By : Massita Ayu Cindy

In March 2017, the Indonesian government authorized the General Planning for National Energy (RUEN) under the Presidential Regulation Number 22 of 2017. One of the most important aspects in the RUEN is the stipulation of the New and Renewable Energy (NRE) target of at least 23 percent (92,3 MTOE) in 2025 and continue to be at least 31.2 percent (315,7 MTOE) in 2050 of total primary energy use. In addition, the Ministry of Energy and Mineral Resources (MEMR) has also formulated a new regulation concerning the Utilization of Renewable Energy Resources for Electricity Supply under the MEMR Regulation No.12/2017 in January 2017. Still, MEMR Regulation 12/2017 has raised many protests from relevant parties, especially regarding the reference tariff, which stated that the ceiling price would be taken based on the local cost of generation (Biaya Pokok Penyediaan Pembangkitan, BPP). In some regions especially in the urban area, the BPP is way lower than the Levelized Cost of Electricity (LCOE) of most types of renewable energy plants in Indonesia. As a result, seven months later after the publication of MEMR Regulation 12/2017, the government introduced its revision under the MEMR Regulation 50/2017. It seems that in 2017, the government manages to show their ambition in accelerating the NRE development, especially in the power generation sector.

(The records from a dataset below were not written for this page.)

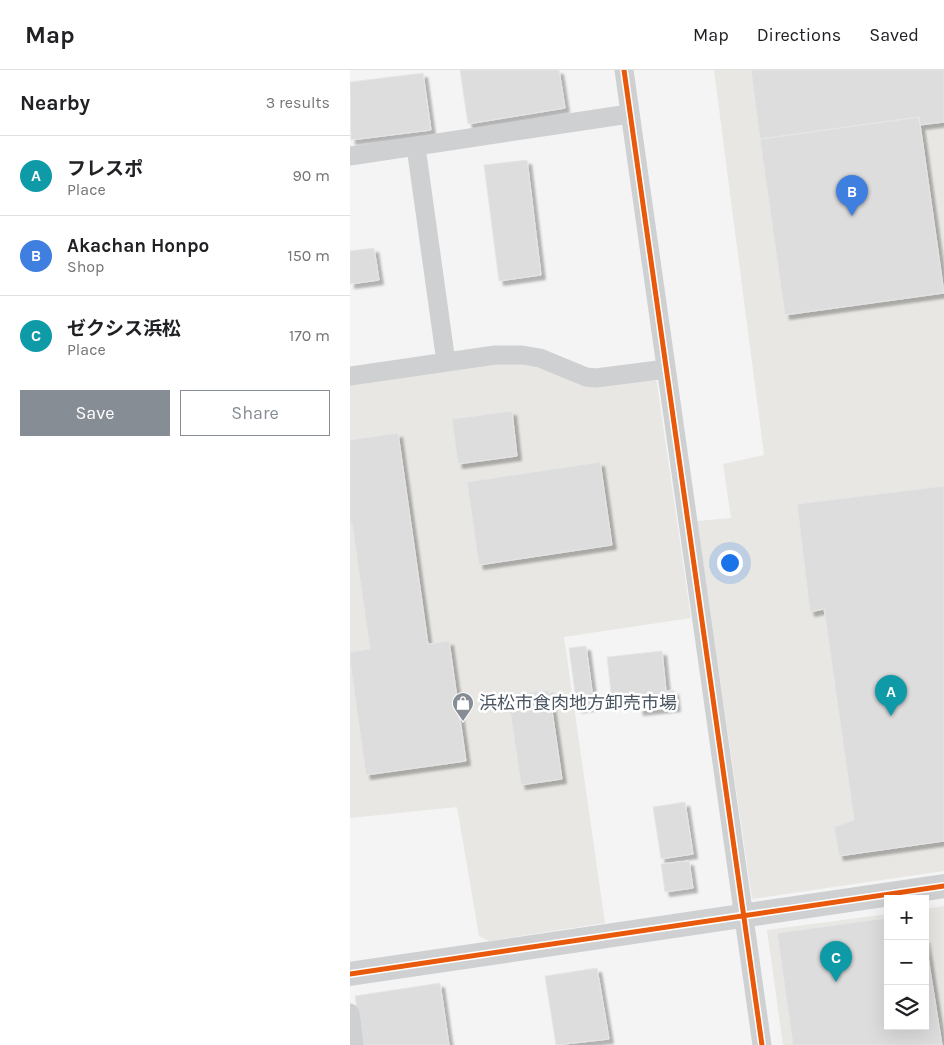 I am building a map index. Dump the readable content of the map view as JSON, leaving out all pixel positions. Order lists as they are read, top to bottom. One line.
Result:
{"places":{"shop":["浜松市食肉地方卸売市場"]},"page":{"header":"Map","nav":["Map","Directions","Saved"],"heading":["Nearby","3 results"],"list":[{"mark":"A","name":"フレスポ","note":"Place","value":"90 m"},{"mark":"B","name":"Akachan Honpo","note":"Shop","value":"150 m"},{"mark":"C","name":"ゼクシス浜松","note":"Place","value":"170 m"}],"pins":["B","A","C"],"buttons":["Save","Share"],"map_buttons":["+","−"]}} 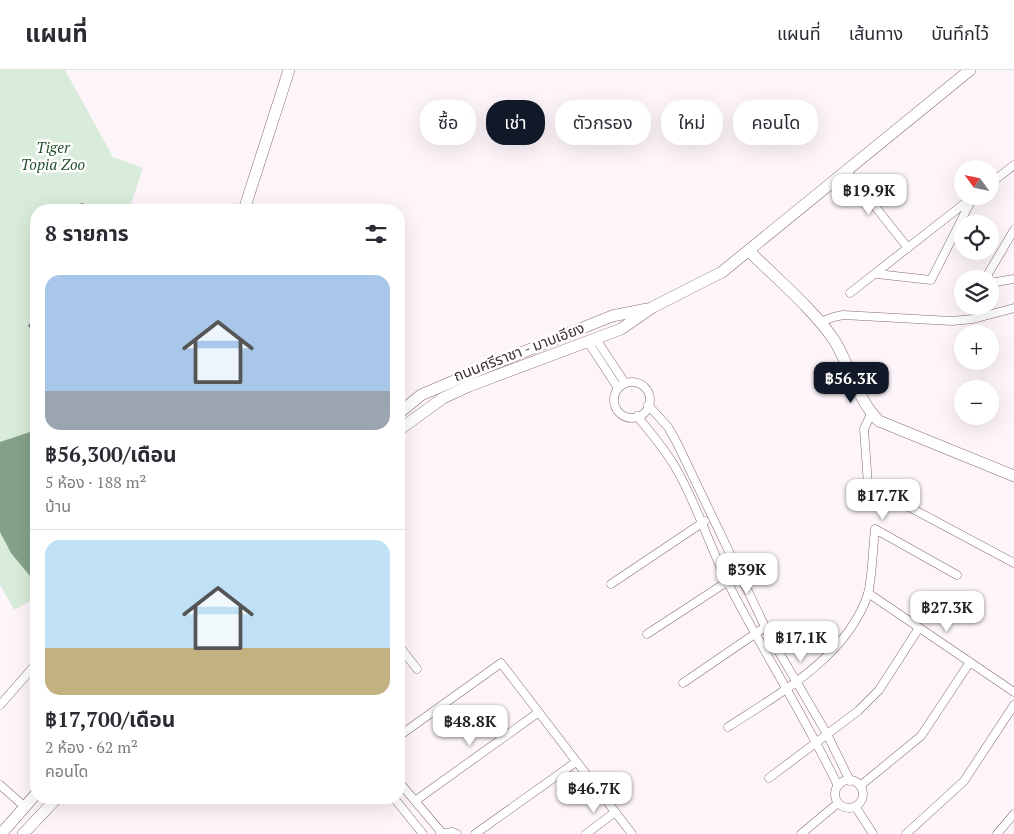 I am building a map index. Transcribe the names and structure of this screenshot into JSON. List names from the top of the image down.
{
  "streets": {
    "main road": ["ถนนศรีราชา - มาบเอียง"]
  },
  "parks": ["Tiger Topia Zoo"],
  "north": "top left",
  "page": {
    "header": "แผนที่",
    "nav": ["แผนที่", "เส้นทาง", "บันทึกไว้"],
    "chip": [
      "ซื้อ",
      "เช่า",
      "ตัวกรอง",
      "ใหม่",
      "คอนโด"
    ],
    "map_buttons": ["+", "−"],
    "price": [
      "฿19.9K",
      "฿56.3K",
      "฿17.7K",
      "฿39K",
      "฿27.3K",
      "฿17.1K",
      "฿48.8K",
      "฿46.7K"
    ],
    "heading": "8 รายการ",
    "list": [
      {
        "name": "฿56,300/เดือน",
        "note": "5 ห้อง · 188 m² · บ้าน"
      },
      {
        "name": "฿17,700/เดือน",
        "note": "2 ห้อง · 62 m² · คอนโด"
      }
    ]
  }
} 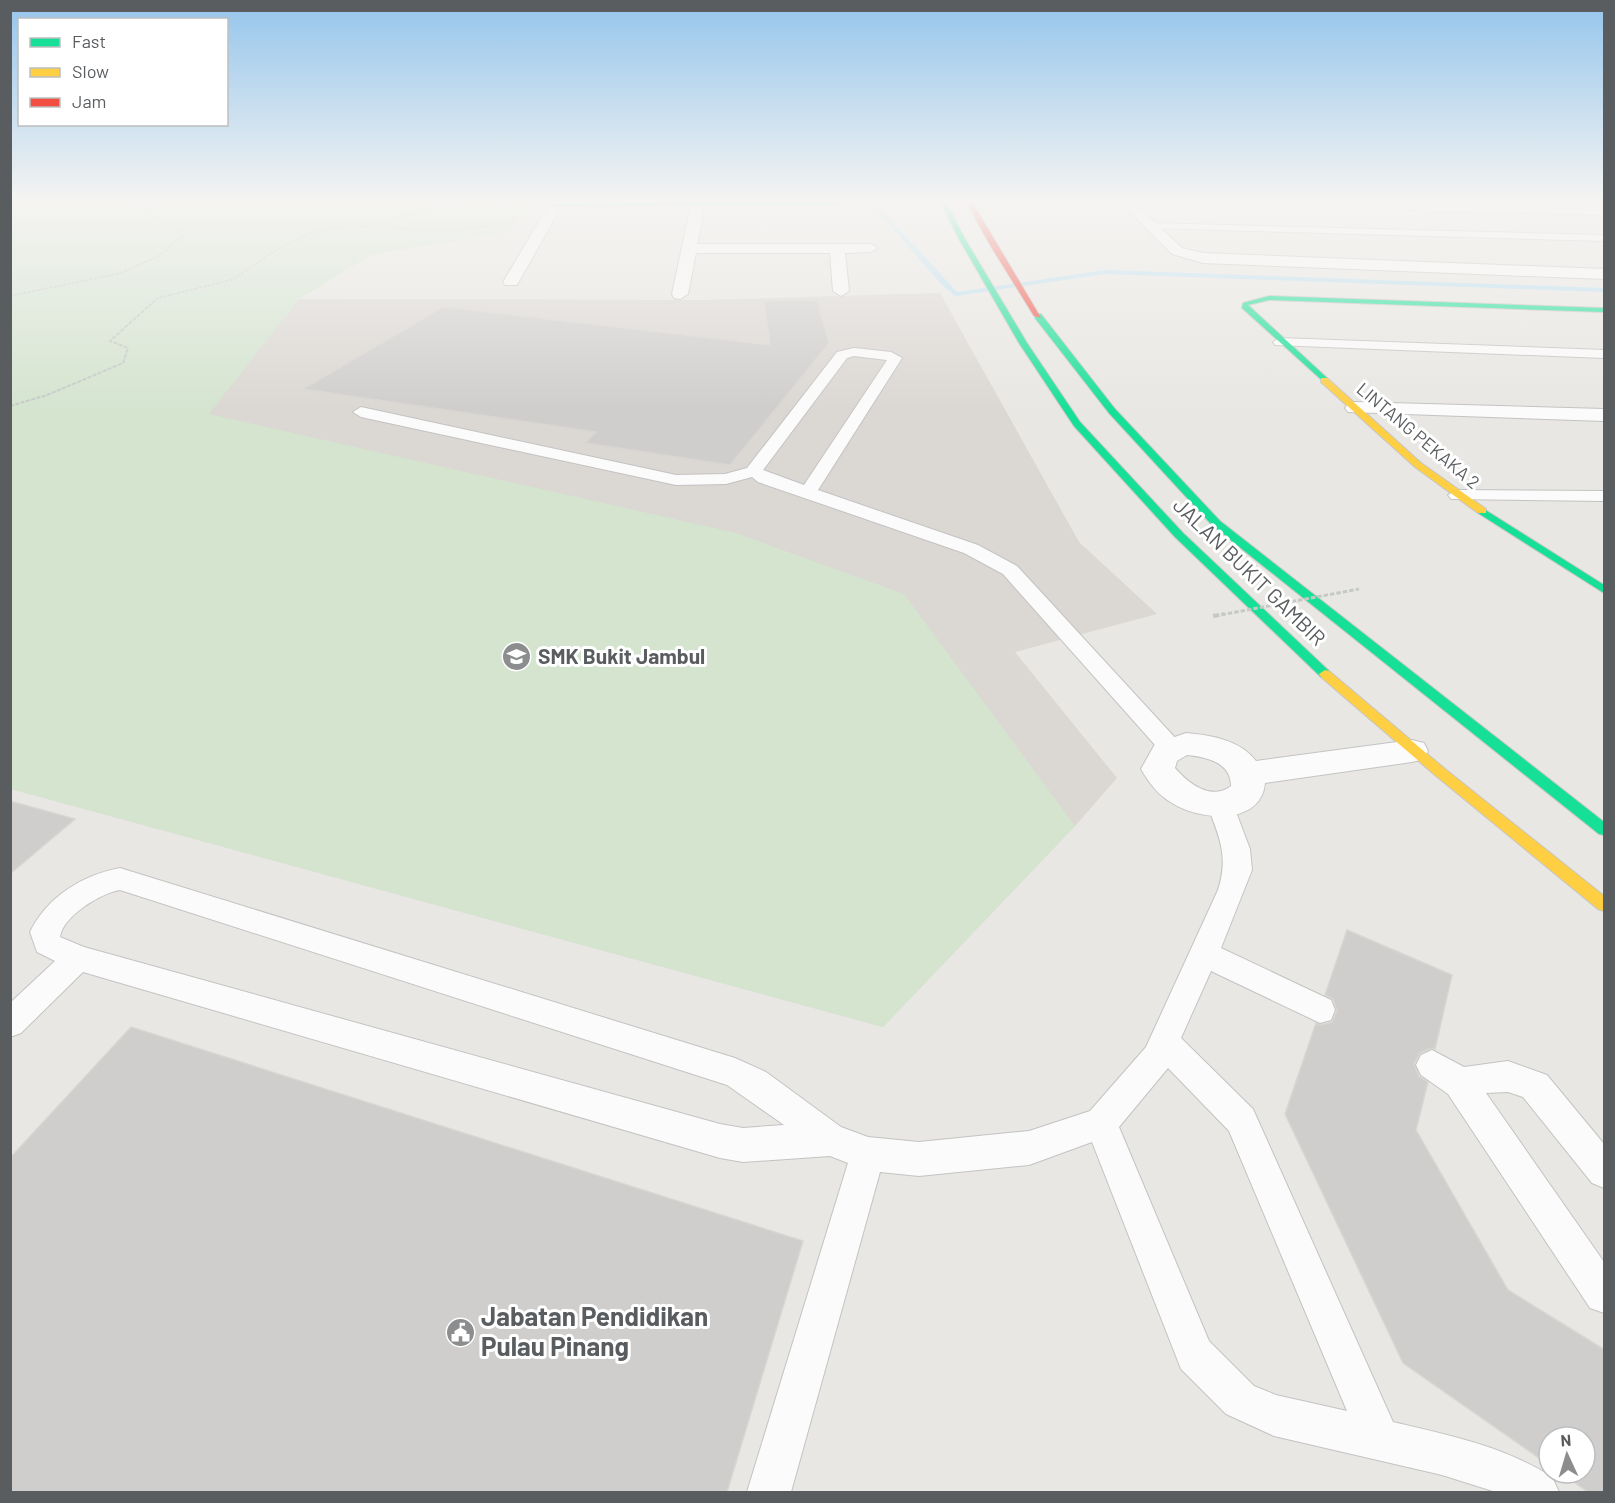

Unlike several years ago in which State-owned Electricity Utility (Perusahaan Listrik Negara, PLN) owned and operated almost all the nation power generations, in recent years about half of the new capacity were came from the private sector or Independent Power Producer (IPP) under a particular Power Purchase Agreement (PPA). The presence of the IPP as investors is essential to achieve the national energy target since it is almost impossible for PLN to do all the tasks alone. Thus, it is necessary to bring the proper investment climate to boost up the development of NRE in Indonesia. On the contrary, the latest Renewable Energy Country Attractiveness Index (RECAI) report from Ernst and Young in 2017 has shown very different result. Indonesia laid in the rank 38 of the top 40 most attractive countries in 2015 and 2016, while Indonesia is no longer classified as the top 40 in 2017[1]. Furthermore, although there were 70 contracts which were signed by IPP – PLN in 2017, but only 17 projects have started the construction phase in 2018, while about 46 projects considered as failed and should be re-evaluated or even to be stopped by the government. The project failure itself probably caused by financial problems such as loan disapprovals and the unattractive Internal Rate of Return (IRR). Many believe that the tariff government proposed in Feed-in Tariff (FiT) was way lower than the LCOE which make it economically hard or even impossible for some projects, as well as the implementation of Build, Own, Operate, Transfer (BOOT) in most of the NRE sector except for waste to energy sector which has become another issue. Thus, it is understandable if government prioritize affordability rather than the high cost of green energy as it was delivered by the Minister of Energy and Mineral Resources[2], although it should not obstruct the development of renewable energy. It is necessary to formulate the optimum contract scheme so that both the government and investors could achieve their interests.

Figure 1. Economic Instrument for Renewable Energy

Source : Renewable Global Status Report 2017, REN21.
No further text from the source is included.